The second part of public hearings into child sexual abuse by the Catholic clergy within Ballarat institutions begins in Melbourne on Monday, culminating in evidence from Australia’s most senior Catholic and the Vatican’s secretary for the economy in Rome, George Pell.

The first part of the hearings was heard in Ballarat in May, when the commission heard allegations that Pell tried to bribe a child sex abuse victim, David Ridsdale, to keep quiet about his molestation at the hands of his uncle and then priest, Gerald Francis Ridsdale.

Gerald Ridsdale committed more than 130 offences against children as young as four between the 1960s and 1980s, including while working as a school chaplain at St Alipius boys’ school in Ballarat, the royal commission into institutional responses into child sexual abuse has previously heard. He is now in prison.
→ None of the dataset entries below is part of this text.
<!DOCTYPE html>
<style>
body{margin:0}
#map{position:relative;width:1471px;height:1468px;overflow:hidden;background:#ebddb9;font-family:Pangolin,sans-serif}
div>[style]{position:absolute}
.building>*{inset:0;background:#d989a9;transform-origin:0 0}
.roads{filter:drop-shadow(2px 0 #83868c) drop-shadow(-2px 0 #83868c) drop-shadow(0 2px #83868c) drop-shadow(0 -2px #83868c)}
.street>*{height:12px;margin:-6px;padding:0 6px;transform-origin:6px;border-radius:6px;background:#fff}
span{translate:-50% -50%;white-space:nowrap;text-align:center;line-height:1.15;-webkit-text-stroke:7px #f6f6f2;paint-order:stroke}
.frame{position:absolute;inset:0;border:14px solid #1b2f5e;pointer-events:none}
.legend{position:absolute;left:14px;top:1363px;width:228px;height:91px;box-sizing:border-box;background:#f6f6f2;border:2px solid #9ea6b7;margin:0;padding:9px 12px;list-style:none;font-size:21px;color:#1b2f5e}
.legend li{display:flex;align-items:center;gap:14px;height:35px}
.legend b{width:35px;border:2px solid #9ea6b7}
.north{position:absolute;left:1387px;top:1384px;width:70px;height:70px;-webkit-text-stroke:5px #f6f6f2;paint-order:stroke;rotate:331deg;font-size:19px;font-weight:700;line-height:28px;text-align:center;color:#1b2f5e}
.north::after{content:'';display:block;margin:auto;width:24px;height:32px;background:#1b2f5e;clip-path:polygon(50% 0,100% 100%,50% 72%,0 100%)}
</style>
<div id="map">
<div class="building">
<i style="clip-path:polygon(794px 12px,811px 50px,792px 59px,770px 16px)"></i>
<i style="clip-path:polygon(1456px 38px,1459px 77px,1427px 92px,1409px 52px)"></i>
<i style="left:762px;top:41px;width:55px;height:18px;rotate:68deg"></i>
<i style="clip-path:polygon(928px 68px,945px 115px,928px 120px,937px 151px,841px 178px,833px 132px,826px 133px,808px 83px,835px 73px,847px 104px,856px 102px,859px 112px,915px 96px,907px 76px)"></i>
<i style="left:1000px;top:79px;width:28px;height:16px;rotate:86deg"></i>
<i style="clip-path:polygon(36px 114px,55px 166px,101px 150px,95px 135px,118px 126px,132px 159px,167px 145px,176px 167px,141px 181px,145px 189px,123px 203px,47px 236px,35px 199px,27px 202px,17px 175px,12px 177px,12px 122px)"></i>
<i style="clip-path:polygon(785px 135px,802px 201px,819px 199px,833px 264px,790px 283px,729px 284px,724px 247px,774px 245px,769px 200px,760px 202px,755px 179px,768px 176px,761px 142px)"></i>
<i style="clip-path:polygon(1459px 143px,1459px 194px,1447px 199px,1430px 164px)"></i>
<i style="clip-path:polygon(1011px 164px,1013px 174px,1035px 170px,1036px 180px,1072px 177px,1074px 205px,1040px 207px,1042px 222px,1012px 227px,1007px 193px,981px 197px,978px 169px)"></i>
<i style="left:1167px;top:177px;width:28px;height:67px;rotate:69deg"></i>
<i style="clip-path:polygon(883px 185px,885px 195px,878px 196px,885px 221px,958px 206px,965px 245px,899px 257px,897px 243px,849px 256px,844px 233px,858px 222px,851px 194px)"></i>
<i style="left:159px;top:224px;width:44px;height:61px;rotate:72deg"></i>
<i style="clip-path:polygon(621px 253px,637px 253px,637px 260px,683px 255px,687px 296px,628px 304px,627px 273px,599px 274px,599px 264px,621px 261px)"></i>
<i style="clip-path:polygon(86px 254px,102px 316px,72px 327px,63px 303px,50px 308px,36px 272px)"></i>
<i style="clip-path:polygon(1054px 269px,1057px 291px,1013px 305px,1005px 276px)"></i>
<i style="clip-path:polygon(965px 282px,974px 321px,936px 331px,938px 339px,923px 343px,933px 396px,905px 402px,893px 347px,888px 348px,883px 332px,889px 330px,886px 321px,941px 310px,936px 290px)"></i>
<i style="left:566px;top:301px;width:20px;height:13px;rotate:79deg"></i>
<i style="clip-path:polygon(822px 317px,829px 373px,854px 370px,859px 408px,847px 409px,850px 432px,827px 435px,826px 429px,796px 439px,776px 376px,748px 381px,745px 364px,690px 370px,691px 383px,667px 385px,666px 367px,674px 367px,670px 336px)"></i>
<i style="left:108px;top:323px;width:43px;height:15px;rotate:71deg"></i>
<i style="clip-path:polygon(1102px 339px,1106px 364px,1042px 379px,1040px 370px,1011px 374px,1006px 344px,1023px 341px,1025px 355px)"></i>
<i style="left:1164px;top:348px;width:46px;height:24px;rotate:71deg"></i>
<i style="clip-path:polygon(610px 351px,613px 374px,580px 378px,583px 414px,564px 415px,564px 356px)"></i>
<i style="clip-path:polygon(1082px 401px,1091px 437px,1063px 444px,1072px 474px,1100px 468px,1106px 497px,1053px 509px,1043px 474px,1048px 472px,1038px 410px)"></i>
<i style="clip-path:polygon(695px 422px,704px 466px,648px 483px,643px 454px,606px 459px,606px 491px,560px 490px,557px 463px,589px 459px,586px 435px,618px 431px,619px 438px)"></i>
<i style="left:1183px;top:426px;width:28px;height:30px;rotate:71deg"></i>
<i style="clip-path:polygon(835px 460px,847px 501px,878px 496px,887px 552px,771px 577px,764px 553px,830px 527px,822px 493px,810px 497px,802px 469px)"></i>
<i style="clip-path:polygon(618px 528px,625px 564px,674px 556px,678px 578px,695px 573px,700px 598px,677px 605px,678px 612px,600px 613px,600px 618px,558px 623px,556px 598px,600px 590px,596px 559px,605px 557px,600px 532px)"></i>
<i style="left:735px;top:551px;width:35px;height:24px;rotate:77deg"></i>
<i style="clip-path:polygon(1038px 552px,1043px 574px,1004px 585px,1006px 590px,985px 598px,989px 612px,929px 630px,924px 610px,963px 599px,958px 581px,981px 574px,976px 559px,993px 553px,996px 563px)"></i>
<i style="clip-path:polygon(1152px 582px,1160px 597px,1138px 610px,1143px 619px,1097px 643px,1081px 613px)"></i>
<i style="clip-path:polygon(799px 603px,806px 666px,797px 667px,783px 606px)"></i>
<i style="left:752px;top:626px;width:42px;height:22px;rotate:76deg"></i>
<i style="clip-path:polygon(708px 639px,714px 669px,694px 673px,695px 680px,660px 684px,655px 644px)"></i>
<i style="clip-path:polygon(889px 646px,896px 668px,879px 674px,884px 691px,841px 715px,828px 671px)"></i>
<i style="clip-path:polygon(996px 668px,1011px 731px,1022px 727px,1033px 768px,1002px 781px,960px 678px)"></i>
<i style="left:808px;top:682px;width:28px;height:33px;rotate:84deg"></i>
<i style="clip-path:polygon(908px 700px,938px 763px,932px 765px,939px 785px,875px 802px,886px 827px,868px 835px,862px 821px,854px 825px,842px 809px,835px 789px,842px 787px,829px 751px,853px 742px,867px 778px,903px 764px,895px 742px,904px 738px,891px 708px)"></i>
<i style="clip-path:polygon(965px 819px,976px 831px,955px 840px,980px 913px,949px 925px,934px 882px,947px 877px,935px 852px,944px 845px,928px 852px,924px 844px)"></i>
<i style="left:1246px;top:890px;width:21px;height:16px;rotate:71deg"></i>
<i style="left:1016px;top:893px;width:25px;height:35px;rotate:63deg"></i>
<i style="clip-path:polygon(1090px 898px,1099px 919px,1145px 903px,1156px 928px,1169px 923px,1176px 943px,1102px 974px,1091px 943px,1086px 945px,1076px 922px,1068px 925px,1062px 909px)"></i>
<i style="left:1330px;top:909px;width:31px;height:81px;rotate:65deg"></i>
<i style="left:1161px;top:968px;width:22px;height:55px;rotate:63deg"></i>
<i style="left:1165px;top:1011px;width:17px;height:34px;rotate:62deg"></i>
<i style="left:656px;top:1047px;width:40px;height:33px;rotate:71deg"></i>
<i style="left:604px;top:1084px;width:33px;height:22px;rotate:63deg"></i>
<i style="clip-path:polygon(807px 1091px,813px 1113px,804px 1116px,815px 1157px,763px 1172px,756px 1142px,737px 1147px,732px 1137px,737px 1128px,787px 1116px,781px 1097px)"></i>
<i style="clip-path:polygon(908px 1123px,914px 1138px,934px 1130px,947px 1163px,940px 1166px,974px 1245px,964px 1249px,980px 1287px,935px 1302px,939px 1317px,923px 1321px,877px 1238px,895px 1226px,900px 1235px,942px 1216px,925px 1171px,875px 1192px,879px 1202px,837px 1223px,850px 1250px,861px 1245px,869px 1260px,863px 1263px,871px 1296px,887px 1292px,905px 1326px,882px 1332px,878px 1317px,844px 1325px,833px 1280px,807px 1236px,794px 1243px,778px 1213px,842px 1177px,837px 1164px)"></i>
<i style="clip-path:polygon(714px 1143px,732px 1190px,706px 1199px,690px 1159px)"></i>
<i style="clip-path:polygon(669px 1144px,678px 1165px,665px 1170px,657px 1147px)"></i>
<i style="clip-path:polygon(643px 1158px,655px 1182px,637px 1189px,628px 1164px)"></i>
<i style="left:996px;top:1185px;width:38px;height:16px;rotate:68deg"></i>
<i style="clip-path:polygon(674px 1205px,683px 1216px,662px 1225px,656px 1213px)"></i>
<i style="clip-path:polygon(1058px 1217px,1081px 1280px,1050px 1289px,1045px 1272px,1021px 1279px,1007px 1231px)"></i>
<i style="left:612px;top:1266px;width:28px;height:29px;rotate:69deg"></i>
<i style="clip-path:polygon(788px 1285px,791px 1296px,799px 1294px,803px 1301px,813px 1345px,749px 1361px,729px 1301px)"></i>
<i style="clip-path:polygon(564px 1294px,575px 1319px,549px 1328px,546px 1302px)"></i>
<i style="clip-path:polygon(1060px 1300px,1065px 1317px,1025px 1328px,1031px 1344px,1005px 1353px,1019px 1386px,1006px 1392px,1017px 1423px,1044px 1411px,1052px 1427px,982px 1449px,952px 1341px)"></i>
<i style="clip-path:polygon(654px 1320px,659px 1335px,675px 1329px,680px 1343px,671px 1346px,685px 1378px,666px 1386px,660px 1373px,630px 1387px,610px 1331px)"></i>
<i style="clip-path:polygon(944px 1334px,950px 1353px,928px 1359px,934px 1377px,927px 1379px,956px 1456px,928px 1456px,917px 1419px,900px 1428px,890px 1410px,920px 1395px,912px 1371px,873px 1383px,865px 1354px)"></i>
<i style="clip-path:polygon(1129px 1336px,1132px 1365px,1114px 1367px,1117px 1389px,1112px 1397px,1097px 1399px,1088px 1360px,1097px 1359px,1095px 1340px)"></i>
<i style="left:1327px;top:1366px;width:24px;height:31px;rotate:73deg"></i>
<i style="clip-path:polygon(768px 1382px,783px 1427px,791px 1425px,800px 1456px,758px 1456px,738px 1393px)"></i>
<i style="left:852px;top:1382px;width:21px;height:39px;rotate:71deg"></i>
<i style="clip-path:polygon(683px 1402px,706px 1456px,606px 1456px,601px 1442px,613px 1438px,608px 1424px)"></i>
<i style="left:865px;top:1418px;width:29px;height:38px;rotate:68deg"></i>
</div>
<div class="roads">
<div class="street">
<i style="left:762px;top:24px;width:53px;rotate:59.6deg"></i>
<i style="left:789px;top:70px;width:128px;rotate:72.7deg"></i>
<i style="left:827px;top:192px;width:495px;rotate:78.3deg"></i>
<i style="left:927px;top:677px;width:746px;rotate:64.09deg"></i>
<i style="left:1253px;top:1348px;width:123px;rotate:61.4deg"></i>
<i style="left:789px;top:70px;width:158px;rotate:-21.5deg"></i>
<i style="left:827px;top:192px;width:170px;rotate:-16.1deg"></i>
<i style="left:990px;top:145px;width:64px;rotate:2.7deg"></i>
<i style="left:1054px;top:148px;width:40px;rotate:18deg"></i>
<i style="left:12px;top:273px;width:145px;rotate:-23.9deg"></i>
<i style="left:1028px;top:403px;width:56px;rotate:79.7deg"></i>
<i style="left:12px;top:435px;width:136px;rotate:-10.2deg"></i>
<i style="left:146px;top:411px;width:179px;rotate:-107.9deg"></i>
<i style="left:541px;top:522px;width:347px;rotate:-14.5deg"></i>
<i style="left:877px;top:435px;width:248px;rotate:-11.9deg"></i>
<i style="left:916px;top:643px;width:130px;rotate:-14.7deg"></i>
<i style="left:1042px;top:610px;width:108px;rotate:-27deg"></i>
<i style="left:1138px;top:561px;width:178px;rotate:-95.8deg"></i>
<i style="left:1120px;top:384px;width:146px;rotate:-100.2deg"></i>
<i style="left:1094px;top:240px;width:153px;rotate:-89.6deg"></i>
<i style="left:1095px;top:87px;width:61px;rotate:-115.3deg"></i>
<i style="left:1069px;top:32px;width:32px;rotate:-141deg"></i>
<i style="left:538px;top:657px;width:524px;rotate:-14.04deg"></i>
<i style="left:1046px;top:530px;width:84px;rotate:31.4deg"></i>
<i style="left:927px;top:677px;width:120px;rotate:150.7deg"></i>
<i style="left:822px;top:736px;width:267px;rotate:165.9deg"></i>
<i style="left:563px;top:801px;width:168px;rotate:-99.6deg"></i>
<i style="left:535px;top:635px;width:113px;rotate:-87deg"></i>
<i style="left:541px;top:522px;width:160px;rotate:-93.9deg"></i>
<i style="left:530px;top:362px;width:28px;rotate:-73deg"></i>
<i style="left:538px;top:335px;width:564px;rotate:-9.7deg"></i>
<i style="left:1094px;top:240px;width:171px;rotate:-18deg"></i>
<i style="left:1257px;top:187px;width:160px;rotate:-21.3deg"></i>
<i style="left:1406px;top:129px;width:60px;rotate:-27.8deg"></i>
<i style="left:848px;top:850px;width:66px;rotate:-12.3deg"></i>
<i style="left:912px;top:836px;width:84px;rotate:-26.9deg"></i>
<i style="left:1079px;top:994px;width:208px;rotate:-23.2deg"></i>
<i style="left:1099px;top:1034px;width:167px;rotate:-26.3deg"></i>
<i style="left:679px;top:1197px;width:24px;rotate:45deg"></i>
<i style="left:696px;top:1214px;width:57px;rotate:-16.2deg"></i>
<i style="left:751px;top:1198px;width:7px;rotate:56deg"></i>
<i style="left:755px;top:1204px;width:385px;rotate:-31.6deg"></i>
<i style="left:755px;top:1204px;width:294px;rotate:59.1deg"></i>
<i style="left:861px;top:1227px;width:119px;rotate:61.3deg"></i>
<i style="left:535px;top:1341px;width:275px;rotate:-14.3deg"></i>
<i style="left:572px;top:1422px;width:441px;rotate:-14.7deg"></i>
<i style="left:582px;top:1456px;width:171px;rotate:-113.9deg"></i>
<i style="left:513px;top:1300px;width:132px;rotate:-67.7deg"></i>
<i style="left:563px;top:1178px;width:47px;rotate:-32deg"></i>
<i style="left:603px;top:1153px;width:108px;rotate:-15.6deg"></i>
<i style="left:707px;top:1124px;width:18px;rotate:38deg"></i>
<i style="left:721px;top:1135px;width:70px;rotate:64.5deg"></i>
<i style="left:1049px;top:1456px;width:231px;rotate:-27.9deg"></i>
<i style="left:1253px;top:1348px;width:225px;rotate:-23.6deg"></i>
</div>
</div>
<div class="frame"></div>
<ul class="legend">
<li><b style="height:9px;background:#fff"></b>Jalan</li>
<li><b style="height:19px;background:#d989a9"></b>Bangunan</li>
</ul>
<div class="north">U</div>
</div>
Pell, who supported Ridsdale during his first court appearance for child sex offences in 1993, has always denied knowing of any child abuse occurring in Ballarat while he worked there as a priest and with a clerical group called the College of Consultors during the 1970s and 1980s. Pell also spent time living with Gerald Ridsdale in 1973, but has said he had no idea he was a paedophile.

The commission has previously heard Pell was involved in a College of Consultors decision to move Risdale from the Mortlake parish in Ballarat to Sydney in 1982.